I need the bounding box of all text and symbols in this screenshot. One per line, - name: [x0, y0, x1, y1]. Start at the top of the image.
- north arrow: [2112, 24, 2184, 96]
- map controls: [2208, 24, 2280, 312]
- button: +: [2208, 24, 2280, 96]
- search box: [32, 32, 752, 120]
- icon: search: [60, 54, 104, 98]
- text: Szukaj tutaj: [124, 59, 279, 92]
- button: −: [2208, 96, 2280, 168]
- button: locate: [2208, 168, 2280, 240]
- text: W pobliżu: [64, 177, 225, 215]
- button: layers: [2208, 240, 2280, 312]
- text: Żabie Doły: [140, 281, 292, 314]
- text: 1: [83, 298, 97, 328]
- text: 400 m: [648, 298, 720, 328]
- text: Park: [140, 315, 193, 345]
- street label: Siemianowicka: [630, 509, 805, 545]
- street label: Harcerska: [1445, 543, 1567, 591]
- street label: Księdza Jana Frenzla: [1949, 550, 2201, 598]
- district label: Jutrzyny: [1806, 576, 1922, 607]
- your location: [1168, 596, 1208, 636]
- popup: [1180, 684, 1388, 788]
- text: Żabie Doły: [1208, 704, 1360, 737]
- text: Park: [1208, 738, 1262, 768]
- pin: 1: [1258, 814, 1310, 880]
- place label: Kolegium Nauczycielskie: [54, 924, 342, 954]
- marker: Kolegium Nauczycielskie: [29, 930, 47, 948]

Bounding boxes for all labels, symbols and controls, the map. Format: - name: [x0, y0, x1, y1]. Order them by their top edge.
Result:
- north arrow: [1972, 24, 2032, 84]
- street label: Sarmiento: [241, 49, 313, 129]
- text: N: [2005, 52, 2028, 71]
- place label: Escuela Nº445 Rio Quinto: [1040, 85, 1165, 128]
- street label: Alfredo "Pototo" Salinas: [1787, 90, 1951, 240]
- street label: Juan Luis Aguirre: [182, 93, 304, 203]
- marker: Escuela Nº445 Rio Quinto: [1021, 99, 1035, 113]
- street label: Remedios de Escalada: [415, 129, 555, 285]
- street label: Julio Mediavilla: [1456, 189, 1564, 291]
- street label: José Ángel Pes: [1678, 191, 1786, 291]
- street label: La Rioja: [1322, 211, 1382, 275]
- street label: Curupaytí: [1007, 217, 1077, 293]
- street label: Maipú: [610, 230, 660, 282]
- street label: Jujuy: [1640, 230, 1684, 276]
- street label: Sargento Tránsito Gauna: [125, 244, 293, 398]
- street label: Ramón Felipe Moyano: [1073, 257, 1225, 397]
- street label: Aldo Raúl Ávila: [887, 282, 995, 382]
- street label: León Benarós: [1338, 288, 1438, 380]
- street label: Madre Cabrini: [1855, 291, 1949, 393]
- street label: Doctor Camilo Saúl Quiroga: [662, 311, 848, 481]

==============================

» EXERCISE OBJECTIVE
Without leaving anything out, quote all the data.

» OUTPUT OF THE TASK
I need the bounding box of all text and symbols in this screenshot. One per line, - name: [x0, y0, x1, y1]. Start at the top of the image.
- north arrow: [2112, 24, 2184, 96]
- map controls: [2208, 24, 2280, 312]
- button: +: [2208, 24, 2280, 96]
- search box: [32, 32, 752, 120]
- icon: search: [60, 54, 104, 98]
- text: Szukaj tutaj: [124, 59, 279, 92]
- button: −: [2208, 96, 2280, 168]
- button: locate: [2208, 168, 2280, 240]
- text: W pobliżu: [64, 177, 225, 215]
- button: layers: [2208, 240, 2280, 312]
- text: Żabie Doły: [140, 281, 292, 314]
- text: 1: [83, 298, 97, 328]
- text: 400 m: [648, 298, 720, 328]
- text: Park: [140, 315, 193, 345]
- street label: Siemianowicka: [630, 509, 805, 545]
- street label: Harcerska: [1445, 543, 1567, 591]
- street label: Księdza Jana Frenzla: [1949, 550, 2201, 598]
- district label: Jutrzyny: [1806, 576, 1922, 607]
- your location: [1168, 596, 1208, 636]
- popup: [1180, 684, 1388, 788]
- text: Żabie Doły: [1208, 704, 1360, 737]
- text: Park: [1208, 738, 1262, 768]
- pin: 1: [1258, 814, 1310, 880]
- place label: Kolegium Nauczycielskie: [54, 924, 342, 954]
- marker: Kolegium Nauczycielskie: [29, 930, 47, 948]

Bounding boxes for all labels, symbols and controls, the map. Format: - name: [x0, y0, x1, y1]. Order them by their top edge.
Result:
- north arrow: [1972, 24, 2032, 84]
- street label: Sarmiento: [241, 49, 313, 129]
- text: N: [2005, 52, 2028, 71]
- place label: Escuela Nº445 Rio Quinto: [1040, 85, 1165, 128]
- street label: Alfredo "Pototo" Salinas: [1787, 90, 1951, 240]
- street label: Juan Luis Aguirre: [182, 93, 304, 203]
- marker: Escuela Nº445 Rio Quinto: [1021, 99, 1035, 113]
- street label: Remedios de Escalada: [415, 129, 555, 285]
- street label: Julio Mediavilla: [1456, 189, 1564, 291]
- street label: José Ángel Pes: [1678, 191, 1786, 291]
- street label: La Rioja: [1322, 211, 1382, 275]
- street label: Curupaytí: [1007, 217, 1077, 293]
- street label: Maipú: [610, 230, 660, 282]
- street label: Jujuy: [1640, 230, 1684, 276]
- street label: Sargento Tránsito Gauna: [125, 244, 293, 398]
- street label: Ramón Felipe Moyano: [1073, 257, 1225, 397]
- street label: Aldo Raúl Ávila: [887, 282, 995, 382]
- street label: León Benarós: [1338, 288, 1438, 380]
- street label: Madre Cabrini: [1855, 291, 1949, 393]
- street label: Doctor Camilo Saúl Quiroga: [662, 311, 848, 481]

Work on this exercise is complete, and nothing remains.